Bugün, sadece dış politika ve ekonomik alanlarda değil, hak ve özgürlükler alanında da Türkiye'nin büyük bir itibar kazandığını ifade eden Başbakan Erdoğan, ''Bu güven ve istikrar zemininin korunması sadece hükümetimizin değil, toplumsal sorumluluk duyan herkesin katkılarıyla mümkün olacaktır'' diye konuştu.
"Bu ülke böyle sömürüldü"
Başbakan Erdoğan, Petrol Piyasası Kanunu'nda yapılan düzenlemelerle yolsuzluğun en büyük kalemini kırdıklarını kaydederek, ''Ülkemizde 1990 yılından bugüne kadar araç sayısı tam 4 kat artmasına rağmen, 2006 yılında Türkiye'de satılan akaryakıt miktarı hala 1990 yılı seviyesinde görünüyor. Suistimalin ne kadar büyük olduğunu görüyor musunuz? Sevgili vatandaşlarım, bu ülke böyle sömürüldü'' dedi.
Türkiye'nin petrol aldığı 48 ülkenin 31'inden Türkiye'ye sattıkları petrolün kayıtlarını aldıklarını ve o ülkelerin kayıtları ile Türkiye'nin resmi kayıtları arasında 18.7 milyar dolarlık bir fark göründüğünü belirten Erdoğan, ÖTV, KDV ve EPDK payı da eklenince farkın 38 milyar doları bulduğunu söyledi.
Erdoğan, Petrol Piyasası Kanunu'nda yapılan değişiklikle, kaçakların, suistimallerin, hırsızlıkların ve ülkenin geleceğini çalan ağır yolsuzlukların önüne geçtiklerini vurguladı.
Dış politikaya dair...
Ulusa Sesleniş konuşmasında dış politikadaki gelişmelere de değinen Başbakan Erdoğan, ''Türkiye, Ortadoğu'da barışın tesisi için üstüne düşen rolü en üst seviyede yerine getirmek için gayretlerini bütün hızı ve ağırlığıyla sürdürüyor. Her zaman ifade ettiğimiz gibi biz, Ortadoğu barışının, küresel sorunların çözümünde anahtar role sahip olduğuna inanıyor, bu konuda uluslararası toplumun gayret ve hassasiyetini artırması gerektiği fikrini savunuyoruz" dedi.

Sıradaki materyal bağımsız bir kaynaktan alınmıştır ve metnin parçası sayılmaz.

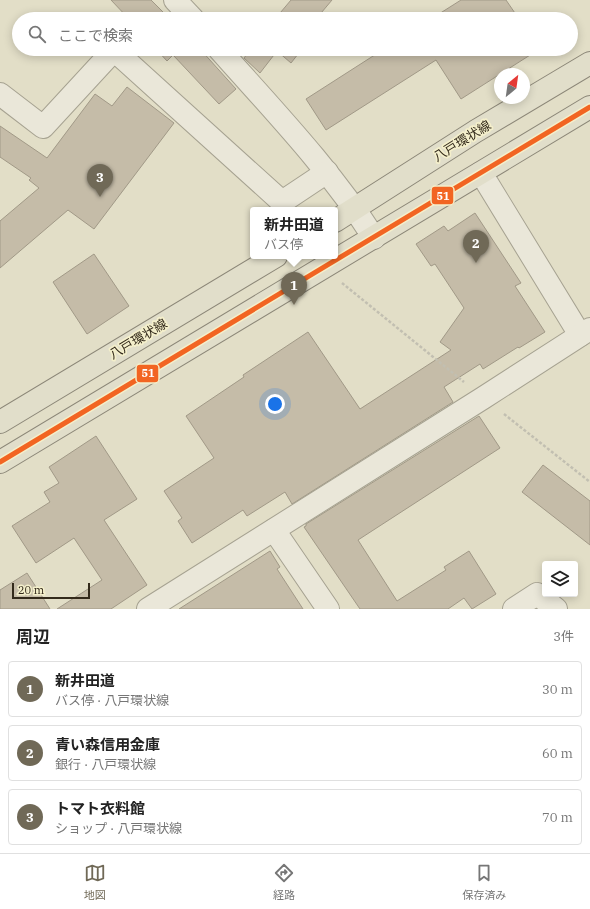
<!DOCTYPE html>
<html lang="ja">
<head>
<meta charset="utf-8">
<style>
	:root { --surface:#fff; --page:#f2f2f2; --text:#222; --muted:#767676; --line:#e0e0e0; --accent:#706957 }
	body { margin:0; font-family:"IBM Plex Serif","Noto Sans JP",serif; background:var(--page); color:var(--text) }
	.controls { position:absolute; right:12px; bottom:12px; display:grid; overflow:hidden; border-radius:4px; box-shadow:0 2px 10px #0003 }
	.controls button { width:36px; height:36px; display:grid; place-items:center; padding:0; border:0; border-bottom:1px solid var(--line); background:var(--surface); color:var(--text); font:20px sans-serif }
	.compass { position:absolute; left:494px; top:68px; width:36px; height:36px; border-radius:50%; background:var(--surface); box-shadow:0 2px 10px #0003; rotate:29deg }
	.scale { position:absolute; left:12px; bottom:10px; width:78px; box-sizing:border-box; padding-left:4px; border:2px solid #332a1b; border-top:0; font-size:11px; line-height:14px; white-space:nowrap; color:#332a1b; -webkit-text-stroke:3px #f4efcb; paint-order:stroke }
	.you { position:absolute; left:275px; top:404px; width:14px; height:14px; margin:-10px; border:3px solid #fff; border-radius:50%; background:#1a73e8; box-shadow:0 0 0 6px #1a73e833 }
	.badge { display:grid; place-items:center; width:26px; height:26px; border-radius:50%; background:var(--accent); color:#fff; font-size:13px; font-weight:700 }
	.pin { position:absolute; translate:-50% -33px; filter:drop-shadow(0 1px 2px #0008) }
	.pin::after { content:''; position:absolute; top:21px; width:14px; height:12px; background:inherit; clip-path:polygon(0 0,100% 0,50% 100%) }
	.popup { position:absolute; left:250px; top:207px; width:88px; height:52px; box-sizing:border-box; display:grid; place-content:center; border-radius:4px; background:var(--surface); filter:drop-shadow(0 1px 3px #0005); font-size:13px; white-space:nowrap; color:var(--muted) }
	.popup b { font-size:15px; color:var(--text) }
	.popup::after { content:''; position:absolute; left:50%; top:100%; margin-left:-8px; border:8px solid transparent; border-top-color:var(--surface) }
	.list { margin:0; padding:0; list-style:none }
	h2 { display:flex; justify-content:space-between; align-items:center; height:52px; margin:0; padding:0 16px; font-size:17px }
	h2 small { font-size:13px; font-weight:400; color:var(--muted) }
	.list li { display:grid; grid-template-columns:26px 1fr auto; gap:12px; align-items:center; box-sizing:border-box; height:56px; margin:0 8px 8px; padding:0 8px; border:1px solid var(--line); border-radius:4px }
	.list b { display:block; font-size:15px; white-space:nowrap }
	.list p { margin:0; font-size:13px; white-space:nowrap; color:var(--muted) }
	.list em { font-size:13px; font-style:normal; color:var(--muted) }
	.icon { flex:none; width:22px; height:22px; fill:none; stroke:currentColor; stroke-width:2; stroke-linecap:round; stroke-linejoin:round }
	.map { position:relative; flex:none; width:590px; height:609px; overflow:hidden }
	.search { position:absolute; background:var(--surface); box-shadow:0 2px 10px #0003; left:12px; right:12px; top:12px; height:44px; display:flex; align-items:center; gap:10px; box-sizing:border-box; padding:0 14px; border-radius:22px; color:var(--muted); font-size:15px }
	.sheet { height:244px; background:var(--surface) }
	nav { display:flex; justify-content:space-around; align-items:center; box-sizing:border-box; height:56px; border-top:1px solid var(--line); background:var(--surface); font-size:11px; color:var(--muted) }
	nav a { display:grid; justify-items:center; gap:2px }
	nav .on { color:var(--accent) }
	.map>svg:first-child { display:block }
</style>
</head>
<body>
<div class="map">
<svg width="590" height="609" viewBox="0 0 590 609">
	<rect width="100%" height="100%" fill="#e2dec7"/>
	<!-- building -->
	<g fill="#c5bca8" stroke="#a19987">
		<polygon points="111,0 151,0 169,18 170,17 173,19 129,19"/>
		<polygon points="291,0 332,0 316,19 275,19"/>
		<polygon points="461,0 506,0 519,19 431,19"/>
		<polygon points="156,49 200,49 236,89 219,104 173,55 167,61"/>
		<polygon points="251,49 302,49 291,63 277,51 260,73 244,58"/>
		<polygon points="384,49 538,49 538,50 461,99 436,60 326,130 306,99"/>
		<polygon points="127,87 174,123 94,229 68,210 0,268 0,221 39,188 29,180 31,178 0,157 0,126 47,158 95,94 112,106"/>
		<polygon points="475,213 521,283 515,286 545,332 519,348 518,347 483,369 480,364 444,387 453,402 292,504 285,492 247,516 243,510 192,543 178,521 182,518 164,491 214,458 186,416 244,377 243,375 308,332 360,409 451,350 440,342 464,308 435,264 431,266 416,244 444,226 448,231"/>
		<polygon points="94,254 129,306 87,334 53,282"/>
		<polygon points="479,416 500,448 358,540 397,601 446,570 444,567 469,551 496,594 472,609 464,598 448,609 360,609 304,527 306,526 306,524"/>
		<polygon points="96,436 137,499 104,520 147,585 111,609 57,609 102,580 74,538 36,563 12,526 50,502 44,492 59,483 49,467"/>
		<polygon points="543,465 590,501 590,545 522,492"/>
		<polygon points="270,551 280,567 277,569 303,609 179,609"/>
		<polygon points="27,573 50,609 0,609 0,590"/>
	</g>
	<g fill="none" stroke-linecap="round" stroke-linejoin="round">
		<defs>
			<g id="street">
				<polyline points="175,0 193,19"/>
				<path d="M219,49c54,61 111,120 155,189"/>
				<polyline points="0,94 43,127 114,50 282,202 327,172"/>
				<polyline points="481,173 580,335"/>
				<polyline points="274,530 328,609"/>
				<polyline points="148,609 483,398 590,329"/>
				<polyline points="514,609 537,594 556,609"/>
			</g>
			<g id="primary">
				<polyline points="335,221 476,131 590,63"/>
				<polyline points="0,422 276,256"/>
				<polyline points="0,462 590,107"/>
			</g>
		</defs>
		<!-- street casing -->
		<use href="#street" stroke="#a6a291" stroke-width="24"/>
		<!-- primary casing -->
		<use href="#primary" stroke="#8c8778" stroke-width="24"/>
		<!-- path -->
		<g stroke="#c2bfb1" stroke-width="2.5" stroke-dasharray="3 2" stroke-linecap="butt">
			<polyline points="342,283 464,382"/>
			<polyline points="504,414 590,482"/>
		</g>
		<!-- street -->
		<use href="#street" stroke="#eae7d9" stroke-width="22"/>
		<!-- primary -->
		<use href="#primary" stroke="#e1deca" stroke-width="22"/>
		<defs>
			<polyline id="bus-1" points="0,462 590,107"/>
		</defs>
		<!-- bus-1 casing -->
		<use href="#bus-1" stroke="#f4efcb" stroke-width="8"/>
		<!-- bus-1 -->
		<use href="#bus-1" stroke="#f26522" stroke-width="5"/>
	</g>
	<g text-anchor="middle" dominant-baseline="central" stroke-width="3.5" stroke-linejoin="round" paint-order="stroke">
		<!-- street labels -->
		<g font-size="13" fill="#332a1b" stroke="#f4efcb">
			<text transform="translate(462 141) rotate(-32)">八戸環状線</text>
			<text transform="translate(138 339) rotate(-31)">八戸環状線</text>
		</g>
	</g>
	<g stroke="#f4efcb" stroke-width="1.5">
		<rect x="431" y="186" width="23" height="19" rx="4" fill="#f26522"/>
		<rect x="136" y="364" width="23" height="19" rx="4" fill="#f26522"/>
	</g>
	<g font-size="11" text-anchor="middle" font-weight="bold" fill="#fff">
		<text x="443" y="200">51</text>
		<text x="148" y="377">51</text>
	</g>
</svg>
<div class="controls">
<button><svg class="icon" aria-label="layers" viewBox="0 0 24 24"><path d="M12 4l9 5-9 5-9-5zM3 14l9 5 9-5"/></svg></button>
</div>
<svg class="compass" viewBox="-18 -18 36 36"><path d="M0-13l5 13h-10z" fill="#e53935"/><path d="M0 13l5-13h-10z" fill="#767676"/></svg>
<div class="scale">20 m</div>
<div class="you"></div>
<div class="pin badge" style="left:294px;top:305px">1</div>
<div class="popup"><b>新井田道</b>バス停</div>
<div class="pin badge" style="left:476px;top:263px">2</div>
<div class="pin badge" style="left:100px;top:197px">3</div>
<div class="search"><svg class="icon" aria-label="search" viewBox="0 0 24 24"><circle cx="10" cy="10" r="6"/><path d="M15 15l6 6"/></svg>ここで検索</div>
</div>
<section class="sheet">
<h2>周辺<small>3件</small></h2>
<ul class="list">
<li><span class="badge">1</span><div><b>新井田道</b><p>バス停 · 八戸環状線</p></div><em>30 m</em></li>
<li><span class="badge">2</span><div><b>青い森信用金庫</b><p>銀行 · 八戸環状線</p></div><em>60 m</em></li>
<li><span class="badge">3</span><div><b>トマト衣料館</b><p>ショップ · 八戸環状線</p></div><em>70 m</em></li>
</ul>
</section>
<nav>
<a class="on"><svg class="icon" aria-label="map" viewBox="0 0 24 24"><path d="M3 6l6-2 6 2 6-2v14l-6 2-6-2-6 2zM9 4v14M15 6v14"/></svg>地図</a>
<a><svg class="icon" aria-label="directions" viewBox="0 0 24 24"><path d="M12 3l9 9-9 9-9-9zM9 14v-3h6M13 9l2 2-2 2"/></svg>経路</a>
<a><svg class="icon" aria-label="saved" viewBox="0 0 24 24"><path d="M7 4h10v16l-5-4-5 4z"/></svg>保存済み</a>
</nav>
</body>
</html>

"Biz Türkiye olarak bu süreci destekliyoruz ve bu sürecin yanındayız" diyen Erdoğan, "Türkiye olarak amacımız bölgede çatışmayı doğuran her türlü gelişmenin karşısında barış adına girişimlerde bulunmak, barış zeminini güçlendirmektir. İnşallah önümüzdeki günlerde bu gayretlerimizin somut neticeleri ortaya çıkmaya başlayacaktır. Türkiye büyük bir ülkedir, önemli bir küresel aktördür, bölgemizde ve dünyada barışın tesisi için elbette yapabileceği çok şey vardır'' diye konuştu.